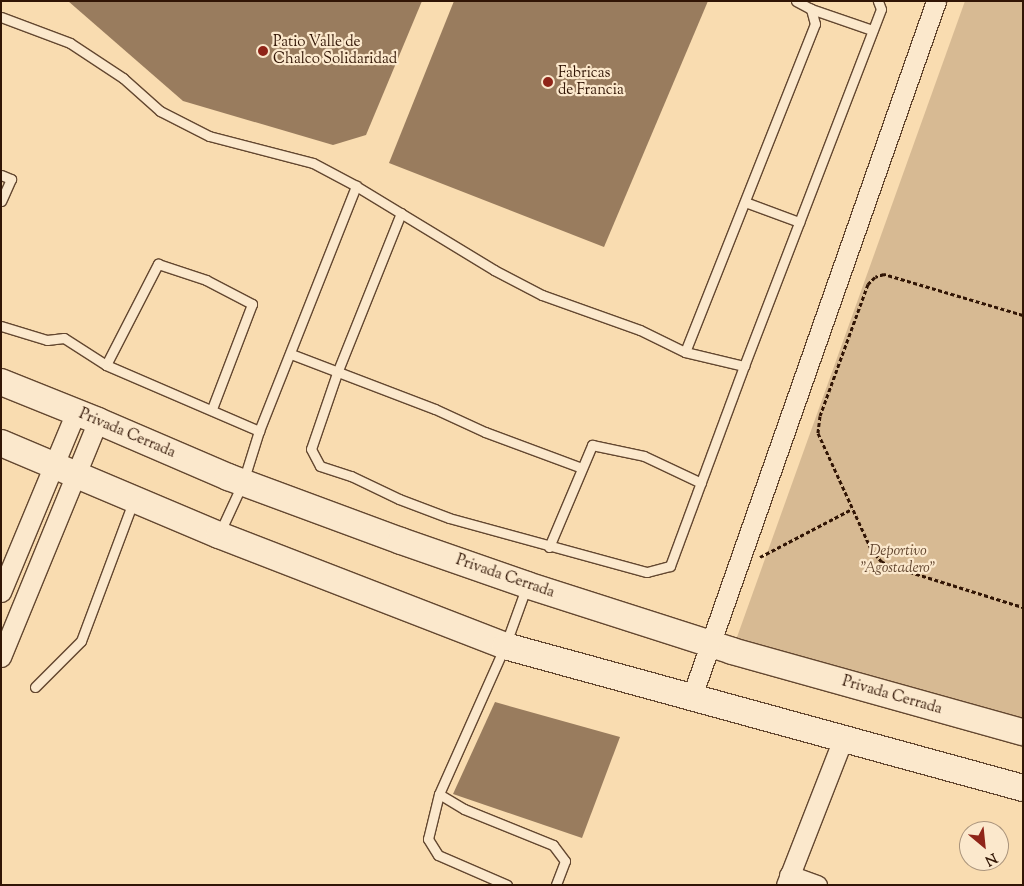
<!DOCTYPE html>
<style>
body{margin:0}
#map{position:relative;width:1024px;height:886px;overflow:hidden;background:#f9dcb0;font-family:"Sorts Mill Goudy",serif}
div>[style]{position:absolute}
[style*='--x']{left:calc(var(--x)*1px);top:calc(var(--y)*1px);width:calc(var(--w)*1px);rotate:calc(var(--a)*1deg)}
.green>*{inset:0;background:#d7ba93}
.building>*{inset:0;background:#997c5e}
.path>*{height:3px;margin-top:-1.5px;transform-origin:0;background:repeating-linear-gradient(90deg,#311505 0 4px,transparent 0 6.5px)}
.roads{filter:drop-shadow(1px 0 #634730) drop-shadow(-1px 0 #634730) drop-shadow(0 1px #634730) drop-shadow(0 -1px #634730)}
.lane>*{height:9px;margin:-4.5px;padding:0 4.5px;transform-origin:4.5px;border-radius:4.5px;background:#fbe8cc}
.street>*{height:19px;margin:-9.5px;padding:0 9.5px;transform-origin:9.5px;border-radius:9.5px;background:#fbe8cc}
.secondary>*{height:26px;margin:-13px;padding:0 13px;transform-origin:13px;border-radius:13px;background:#fbe8cc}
.dots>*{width:14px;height:14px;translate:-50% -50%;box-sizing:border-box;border:2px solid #fbe8cc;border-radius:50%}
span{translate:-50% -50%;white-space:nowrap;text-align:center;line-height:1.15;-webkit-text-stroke:4.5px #fbe8cc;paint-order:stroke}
.poi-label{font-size:15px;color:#311505}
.left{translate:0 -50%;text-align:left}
.street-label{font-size:15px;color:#311505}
.park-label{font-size:15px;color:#634730;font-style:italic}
.frame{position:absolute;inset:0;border:2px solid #311505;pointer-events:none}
.north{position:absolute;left:959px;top:821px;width:50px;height:50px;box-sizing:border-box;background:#fbe8cc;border:1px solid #aa947c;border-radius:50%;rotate:152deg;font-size:14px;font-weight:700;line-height:20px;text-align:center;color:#311505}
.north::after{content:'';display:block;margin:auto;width:18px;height:22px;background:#8f2418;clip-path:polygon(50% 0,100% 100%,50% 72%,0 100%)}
</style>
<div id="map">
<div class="green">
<div style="clip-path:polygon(965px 1px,1023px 1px,1023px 720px,732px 651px)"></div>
</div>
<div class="building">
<div style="clip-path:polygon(68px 1px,422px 1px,366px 135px,333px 145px,183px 101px)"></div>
<div style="clip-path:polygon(454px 1px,708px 1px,604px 247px,389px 163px)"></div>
<div style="clip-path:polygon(495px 702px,620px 737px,582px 838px,453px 794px)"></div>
</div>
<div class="path">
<div style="--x:1023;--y:315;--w:145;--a:-163.6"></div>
<div style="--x:884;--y:274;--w:9;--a:162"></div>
<div style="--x:875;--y:277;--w:10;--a:135"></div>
<div style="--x:868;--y:284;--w:140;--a:110"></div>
<div style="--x:820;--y:416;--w:17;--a:97"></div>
<div style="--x:818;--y:433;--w:128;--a:65.4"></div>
<div style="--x:871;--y:549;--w:16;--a:50"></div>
<div style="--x:881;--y:561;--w:11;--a:27"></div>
<div style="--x:891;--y:566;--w:138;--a:17.3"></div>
<div style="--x:760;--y:557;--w:104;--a:-27.6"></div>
</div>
<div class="roads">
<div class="lane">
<div style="--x:811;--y:9;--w:65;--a:19"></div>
<div style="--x:1;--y:17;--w:74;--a:20.6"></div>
<div style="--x:70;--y:43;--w:64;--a:33.4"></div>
<div style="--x:123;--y:78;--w:50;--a:41.7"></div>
<div style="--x:160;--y:111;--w:55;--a:27"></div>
<div style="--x:209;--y:136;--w:107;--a:14.6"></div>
<div style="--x:313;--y:163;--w:49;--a:28.1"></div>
<div style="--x:356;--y:186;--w:162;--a:31.3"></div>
<div style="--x:494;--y:270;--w:54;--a:27.5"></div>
<div style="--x:542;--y:295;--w:104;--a:19.7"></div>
<div style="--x:640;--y:330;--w:50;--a:26.1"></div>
<div style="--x:685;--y:352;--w:61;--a:13.3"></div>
<div style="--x:744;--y:366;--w:382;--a:-69"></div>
<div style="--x:881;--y:9;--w:9;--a:-111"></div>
<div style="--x:1;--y:175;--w:11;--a:22"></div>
<div style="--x:11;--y:179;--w:24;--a:114"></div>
<div style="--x:745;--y:202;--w:58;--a:20.3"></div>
<div style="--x:401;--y:213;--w:172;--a:111.8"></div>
<div style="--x:337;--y:373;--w:80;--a:108.9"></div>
<div style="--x:311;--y:449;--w:19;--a:62"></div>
<div style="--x:320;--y:466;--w:33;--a:18"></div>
<div style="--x:351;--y:476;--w:53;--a:25.6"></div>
<div style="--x:399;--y:499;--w:53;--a:20.8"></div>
<div style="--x:449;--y:518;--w:205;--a:15.3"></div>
<div style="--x:647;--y:572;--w:24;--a:-15"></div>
<div style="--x:670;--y:566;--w:213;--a:-69.7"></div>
<div style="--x:1;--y:326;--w:48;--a:16.9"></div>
<div style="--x:47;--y:340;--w:17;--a:-7"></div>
<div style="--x:64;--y:338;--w:50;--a:32.7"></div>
<div style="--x:106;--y:365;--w:167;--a:23.3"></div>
<div style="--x:685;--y:352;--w:353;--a:-68.4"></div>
<div style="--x:815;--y:24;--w:16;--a:-105"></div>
<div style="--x:811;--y:9;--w:17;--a:-152"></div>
<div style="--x:291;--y:354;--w:154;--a:20.9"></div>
<div style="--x:435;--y:409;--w:55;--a:24.7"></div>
<div style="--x:485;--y:432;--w:103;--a:20.4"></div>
<div style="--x:106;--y:365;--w:114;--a:-62.8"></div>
<div style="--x:158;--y:264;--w:51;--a:18.4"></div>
<div style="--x:206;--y:280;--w:52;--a:27.6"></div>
<div style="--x:252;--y:304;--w:112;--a:110.9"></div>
<div style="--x:220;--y:532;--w:55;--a:-65.3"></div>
<div style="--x:243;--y:482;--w:53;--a:-72.6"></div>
<div style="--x:259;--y:431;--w:264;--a:-68.4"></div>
<div style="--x:549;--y:547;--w:111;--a:-67.1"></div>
<div style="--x:592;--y:445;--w:53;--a:11.9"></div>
<div style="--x:644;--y:456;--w:63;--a:25.3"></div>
<div style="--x:35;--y:687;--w:65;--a:-45"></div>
<div style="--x:81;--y:641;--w:148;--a:-69.5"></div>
<div style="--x:439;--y:794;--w:29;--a:31"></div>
<div style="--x:464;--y:809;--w:96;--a:22"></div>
<div style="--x:553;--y:845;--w:20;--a:53"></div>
<div style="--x:565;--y:861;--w:26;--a:111"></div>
<div style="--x:507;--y:885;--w:75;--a:-156.5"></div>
<div style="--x:438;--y:855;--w:19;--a:-122"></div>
<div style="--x:428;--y:839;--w:46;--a:-76.3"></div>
<div style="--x:439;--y:794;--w:162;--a:-66"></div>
<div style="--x:505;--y:646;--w:62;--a:-70.1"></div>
</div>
<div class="street">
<div style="--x:1;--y:592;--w:195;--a:-67.4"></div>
<div style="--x:1;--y:657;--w:255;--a:-67.7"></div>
<div style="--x:692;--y:696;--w:737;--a:-70.65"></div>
<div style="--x:789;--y:875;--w:30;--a:20"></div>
<div style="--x:786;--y:885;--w:157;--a:-68.7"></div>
</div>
<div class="secondary">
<div style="--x:1;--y:382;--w:105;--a:21.9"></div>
<div style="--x:98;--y:421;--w:142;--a:23.3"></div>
<div style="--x:228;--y:477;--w:184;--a:20.3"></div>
<div style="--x:401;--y:541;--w:133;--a:19.2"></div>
<div style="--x:527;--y:585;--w:215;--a:17.8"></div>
<div style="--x:732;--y:651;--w:302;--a:15.6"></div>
<div style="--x:1;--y:443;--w:237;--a:22.9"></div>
<div style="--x:219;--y:535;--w:307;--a:21.2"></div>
<div style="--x:505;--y:646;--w:537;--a:15.33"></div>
</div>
</div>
<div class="dots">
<div style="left:263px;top:51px;background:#8f2418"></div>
<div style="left:548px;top:82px;background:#8f2418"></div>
</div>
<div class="poi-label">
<span class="left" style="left:273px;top:51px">Patio Valle de<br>Chalco Solidaridad</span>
<span class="left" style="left:558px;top:82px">Fabricas<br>de Francia</span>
</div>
<div class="street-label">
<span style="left:127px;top:434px;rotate:23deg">Privada Cerrada</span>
<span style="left:505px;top:577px;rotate:19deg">Privada Cerrada</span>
<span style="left:892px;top:696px;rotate:16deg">Privada Cerrada</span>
</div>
<div class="park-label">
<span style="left:898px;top:560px">Deportivo<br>"Agostadero"</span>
</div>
<div class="frame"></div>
<div class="north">N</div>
</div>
++++++++++++++++++++
Quote every line from the line containing "Valle de<br>Chalco Solidaridad</span>" through the closing line of the listing, including both.

ANSWER TO THE PROBLEM:
<span class="left" style="left:273px;top:51px">Patio Valle de<br>Chalco Solidaridad</span>
<span class="left" style="left:558px;top:82px">Fabricas<br>de Francia</span>
</div>
<div class="street-label">
<span style="left:127px;top:434px;rotate:23deg">Privada Cerrada</span>
<span style="left:505px;top:577px;rotate:19deg">Privada Cerrada</span>
<span style="left:892px;top:696px;rotate:16deg">Privada Cerrada</span>
</div>
<div class="park-label">
<span style="left:898px;top:560px">Deportivo<br>"Agostadero"</span>
</div>
<div class="frame"></div>
<div class="north">N</div>
</div>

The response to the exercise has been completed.